DATA SUPPLIED:
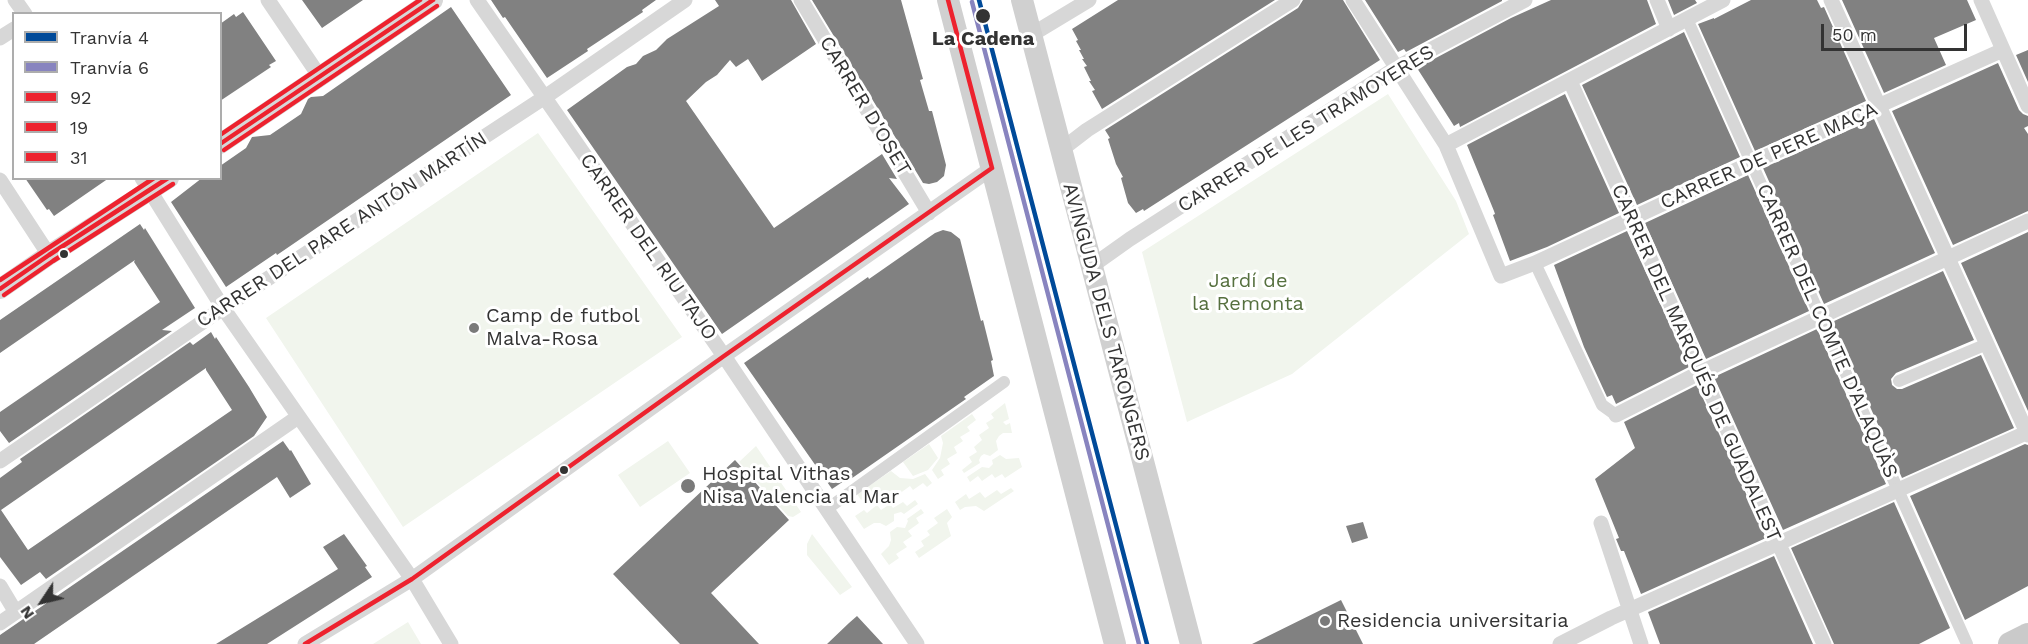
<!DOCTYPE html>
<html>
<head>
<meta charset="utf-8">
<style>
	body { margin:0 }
	#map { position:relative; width:2028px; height:644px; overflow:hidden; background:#fff; font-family:"Work Sans",sans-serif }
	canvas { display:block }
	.legend { position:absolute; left:12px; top:12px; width:210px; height:168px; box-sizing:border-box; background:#fff; border:2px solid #adadad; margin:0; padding:8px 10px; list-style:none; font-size:18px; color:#333 }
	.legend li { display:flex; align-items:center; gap:12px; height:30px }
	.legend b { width:30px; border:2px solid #adadad }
	.north { position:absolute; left:12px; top:572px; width:60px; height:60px; -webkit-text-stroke:4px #fff; paint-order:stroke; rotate:235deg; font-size:16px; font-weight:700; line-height:24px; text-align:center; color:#333 }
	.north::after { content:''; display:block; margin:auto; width:21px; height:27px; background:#333; clip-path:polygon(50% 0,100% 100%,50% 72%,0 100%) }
	.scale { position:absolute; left:1821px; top:24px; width:146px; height:27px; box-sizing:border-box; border:3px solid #333; border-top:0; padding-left:8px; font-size:18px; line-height:21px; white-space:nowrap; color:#333; -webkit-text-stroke:4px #fff; paint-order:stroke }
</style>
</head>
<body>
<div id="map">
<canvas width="2028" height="644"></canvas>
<ul class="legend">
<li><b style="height:8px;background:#004a99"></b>Tranvía 4</li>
<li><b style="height:8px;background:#8884bf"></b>Tranvía 6</li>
<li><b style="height:8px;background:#ed222e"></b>92</li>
<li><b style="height:8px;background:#ed222e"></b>19</li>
<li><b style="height:8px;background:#ed222e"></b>31</li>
</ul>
<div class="north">N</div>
<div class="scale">50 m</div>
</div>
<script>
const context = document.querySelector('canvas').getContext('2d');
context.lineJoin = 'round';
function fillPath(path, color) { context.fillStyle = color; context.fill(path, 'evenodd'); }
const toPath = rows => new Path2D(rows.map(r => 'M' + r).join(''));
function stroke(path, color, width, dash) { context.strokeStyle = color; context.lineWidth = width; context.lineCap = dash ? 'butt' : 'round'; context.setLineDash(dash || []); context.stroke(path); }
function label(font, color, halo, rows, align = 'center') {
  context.font = font + ' "Work Sans",sans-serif'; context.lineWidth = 6; context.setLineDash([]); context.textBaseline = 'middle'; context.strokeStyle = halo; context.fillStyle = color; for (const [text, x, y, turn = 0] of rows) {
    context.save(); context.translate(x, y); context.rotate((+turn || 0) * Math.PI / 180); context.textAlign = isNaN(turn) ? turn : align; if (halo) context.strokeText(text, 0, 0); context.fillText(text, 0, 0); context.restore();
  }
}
const green = toPath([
	[1388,94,1456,201,1469,234,1292,374,1187,422,1142,252],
	[538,133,682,337,403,527,266,318],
	[1005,403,1009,419,1003,422,1006,425,1010,423,1012,433,1003,433,999,436,996,441,998,450,990,456,984,454,981,456,979,460,980,463,964,473,962,470,972,462,969,457,977,452,974,447,982,440,979,435,989,428,986,423,994,418,991,414],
	[972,414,976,420,967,427,970,431,960,437,963,441,954,447,957,453,947,459,950,464,941,470,944,475,938,479,932,470,940,458,943,443,941,436],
	[668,441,690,473,640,507,618,475],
	[929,444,938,458,928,470,913,476,903,462],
	[756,446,801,512,793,517,788,516,739,462],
	[1000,455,1006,459,1019,458,1022,467,1005,478,1002,474,995,478,992,474,982,481,978,476,970,482,967,477,982,467,989,468,993,464,992,460],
	[891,471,900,478,913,479,925,474,932,483,927,487,923,483,913,490,910,486,899,494,896,490,887,496,884,492,874,498,870,494,861,500,857,494],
	[1011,488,1014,491,984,511,976,506,965,507,960,510,955,502,966,494,969,499,980,492,985,498,997,490,1001,494],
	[915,500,918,504,904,514,901,512,894,514,894,521,886,526,880,523,874,523,864,529,855,516,864,510,867,513,877,505,881,510,890,504,893,508,903,502,907,506],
	[921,509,924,513,916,518,919,523,908,531,912,536,903,542,907,547,896,554,899,558,889,565,881,554,889,546,891,540,890,532,897,527,905,528,908,521,907,519],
	[947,509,952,517,947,523,951,536,919,558,915,552,924,546,921,541,930,535,927,531,938,523,934,518],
	[812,534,852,587,840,595,807,555,807,544],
	[408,622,421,644,373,644]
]);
const building = toPath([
	[302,0,363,0,322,28],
	[491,0,656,0,642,10,643,12,587,49,588,51,547,78,505,17,503,18],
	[715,0,791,0,816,44,762,81,748,59,736,67,730,60,717,75,706,82,686,101,774,228,882,154,897,179,889,178,909,204,722,334,567,110,627,67,636,64,643,56,656,50,667,39,719,6],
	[812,0,901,0,921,72,923,79,920,80,929,111,932,111,946,165,944,176,937,182,929,184,923,183],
	[1118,0,1275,0,1102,109,1092,91,1095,90,1089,81,1091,81,1084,67,1087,66,1082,59,1084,59,1079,50,1081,50,1076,41,1078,40,1072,29],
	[1303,0,1343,0,1380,60,1144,211,1143,209,1136,213,1128,203,1121,178,1123,177,1116,164,1108,139,1110,138,1105,130,1298,8],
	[1365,0,1502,0,1502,1,1406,52,1404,49,1398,52],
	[1551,0,1647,0,1656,24,1460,127,1459,123,1454,126,1417,68,1511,18],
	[1668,0,1695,0,1697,3,1674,15],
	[1751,0,1817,0,1821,8,1824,7,1866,101,1755,151,1698,24,1714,18,1714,19],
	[1842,0,1967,0,1976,20,1934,38,1946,65,1884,93],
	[451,7,511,95,277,255,276,253,226,287,171,202,202,178,220,178,220,166,246,148,252,137,270,135,301,114,308,99,311,97,323,96],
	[243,12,276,61,269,65,271,67,220,101,220,24,234,14,236,17],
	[1684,32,1740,157,1637,205,1582,85],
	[2028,50,2028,82,2016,55],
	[1998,63,2019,110,2023,114,2028,116,2028,126,2024,128,2028,134,2028,211,1953,245,1892,111],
	[1565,94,1619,213,1547,247,1510,261,1493,215,1495,214,1494,211,1467,145],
	[1874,119,1935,253,1824,304,1763,168],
	[1748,175,1809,311,1706,359,1645,223],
	[25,178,109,178,54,216,49,209,47,210],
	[140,224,144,230,145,228,195,308,162,330,172,331,9,443,0,431,0,412,160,302,134,262,135,260,0,353,0,320],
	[943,230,951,232,960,239,981,321,983,320,993,360,991,361,994,376,964,397,966,399,940,417,845,483,844,481,832,489,744,363,868,277,869,279,935,233],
	[1627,231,1689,367,1616,404,1612,395,1607,397,1584,347,1554,265],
	[2028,232,2028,411,1961,263],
	[1943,271,1974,340,1896,373,1891,379,1892,385,1897,389,1902,389,1981,355,2014,428,1902,478,1832,322],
	[1817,329,1886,484,1783,530,1714,377],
	[211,332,215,339,216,337,249,387,267,417,254,436,46,579,40,572,21,585,0,557,0,478,22,462,20,459,190,342,193,345],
	[206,368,206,370,232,410,28,550,1,510],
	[1697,385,1766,538,1641,594,1624,551,1621,551,1616,539,1619,538,1595,479,1635,448,1624,422],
	[283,441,290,451,291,450,311,484,290,498,277,477,34,644,0,644,0,635],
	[2025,444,2028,445,2028,586,1965,620,1910,496],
	[735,460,789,520,711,593,759,644,680,644,613,574],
	[1894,502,1950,628,1919,644,1834,644,1791,548],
	[1363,522,1368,538,1352,543,1346,526],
	[344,534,367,566,365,567,372,577,267,644,216,644,338,569,323,547],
	[1774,556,1813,644,1660,644,1648,612],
	[1341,600,1363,644,1252,644],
	[857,616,883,644,827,644,849,623]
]);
const pedestrian = toPath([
	[1687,19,1967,644],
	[1535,263,1602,405,1616,415],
	[1899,381,1987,344],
	[827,509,1004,382]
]);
const minor = toPath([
	[15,0,25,14],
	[268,0,320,77],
	[477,0,724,356,917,644],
	[801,0,929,213],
	[1353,0,1446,145,1501,276,1535,263,1751,163,2003,50],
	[1657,0,1669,29],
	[1831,0,2028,435],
	[1981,0,2028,106],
	[1031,35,1089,0],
	[0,38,14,29],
	[1570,81,1824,644],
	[1446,145,1723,0],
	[1061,150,1087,130,1293,0],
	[142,178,223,308,412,579,451,644],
	[0,180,49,255],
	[1092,266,1130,239,1396,68,1525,0],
	[1616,415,1701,372,2028,221],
	[0,461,223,308,545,97,685,0],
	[1601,523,1641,644],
	[0,586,15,611],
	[0,623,298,417],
	[305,644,412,579,724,356,992,168],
	[1560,644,1611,618,2028,432]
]);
const tertiary = toPath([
	[220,144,433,0],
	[0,289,49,255,169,178]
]);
const secondary = toPath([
	[948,0,1115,644],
	[1022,0,1191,644]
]);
const primary = toPath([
	[2010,644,2028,635]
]);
const bus1 = toPath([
	[948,0,992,168],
	[220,144,433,0],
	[0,289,49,255,168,178],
	[305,644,412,579,724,356,992,168]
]);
const bus2 = toPath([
	[224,150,437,6],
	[4,295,53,261,173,184]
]);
const bus3 = toPath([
	[220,135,420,0],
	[0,280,154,178]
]);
const tram1 = toPath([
	[979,0,1147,644]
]);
const tram2 = toPath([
	[972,2,1139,644]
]);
const markers = [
	[983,16,8,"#333"],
	[64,254,5,"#333"],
	[474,328,6,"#7a7a7a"],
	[564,470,5,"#333"],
	[688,486,8,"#7a7a7a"],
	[1325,621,6,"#7a7a7a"]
];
const stopNames = [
	["La Cadena",983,39]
];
const streetNames = [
	["CARRER D'OSET",865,106,59],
	["CARRER DE LES TRAMOYERES",1306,129,-32],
	["CARRER DE PERE MAÇA",1769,156,-24],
	["CARRER DEL PARE ANTÓN MARTÍN",342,230,-33],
	["CARRER DEL RIU TAJO",648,247,55],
	["AVINGUDA DELS TARONGERS",1106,322,75],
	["CARRER DEL COMTE D'ALAQUÀS",1827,331,66],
	["CARRER DEL MARQUÉS DE GUADALEST",1696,363,66]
];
const parkNames = [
	["Jardí de",1248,281],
	["la Remonta",1248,304]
];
const poiNames = [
	["Camp de futbol",486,316],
	["Malva-Rosa",486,339],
	["Hospital Vithas",702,474],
	["Nisa Valencia al Mar",702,497],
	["Residencia universitaria",1337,621]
];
fillPath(green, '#f1f5ed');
fillPath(building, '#818181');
stroke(pedestrian, '#d7d7d7', 12);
stroke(minor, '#d7d7d7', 15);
stroke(tertiary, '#d7d7d7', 20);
stroke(secondary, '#d0d0d0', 22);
stroke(primary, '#cacaca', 24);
stroke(bus1, '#ed222e', 4.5);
stroke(bus2, '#ed222e', 4.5);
stroke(bus3, '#ed222e', 4.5);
stroke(tram1, '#004a99', 4.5);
stroke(tram2, '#8884bf', 4.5);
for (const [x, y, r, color] of markers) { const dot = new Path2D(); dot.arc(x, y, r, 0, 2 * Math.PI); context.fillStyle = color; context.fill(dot); stroke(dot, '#fff', 2); }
label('bold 20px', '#333', '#fff', stopNames);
label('20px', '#333', '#fff', streetNames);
label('20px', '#56703f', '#fff', parkNames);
label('20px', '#333', '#fff', poiNames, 'left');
</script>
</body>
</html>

EXERCISE REQUIREMENTS: Go through the data and show each line that holds "halo".

ANSWER SECTION:
function label(font, color, halo, rows, align = 'center') {
  context.font = font + ' "Work Sans",sans-serif'; context.lineWidth = 6; context.setLineDash([]); context.textBaseline = 'middle'; context.strokeStyle = halo; context.fillStyle = color; for (const [text, x, y, turn = 0] of rows) {
    context.save(); context.translate(x, y); context.rotate((+turn || 0) * Math.PI / 180); context.textAlign = isNaN(turn) ? turn : align; if (halo) context.strokeText(text, 0, 0); context.fillText(text, 0, 0); context.restore();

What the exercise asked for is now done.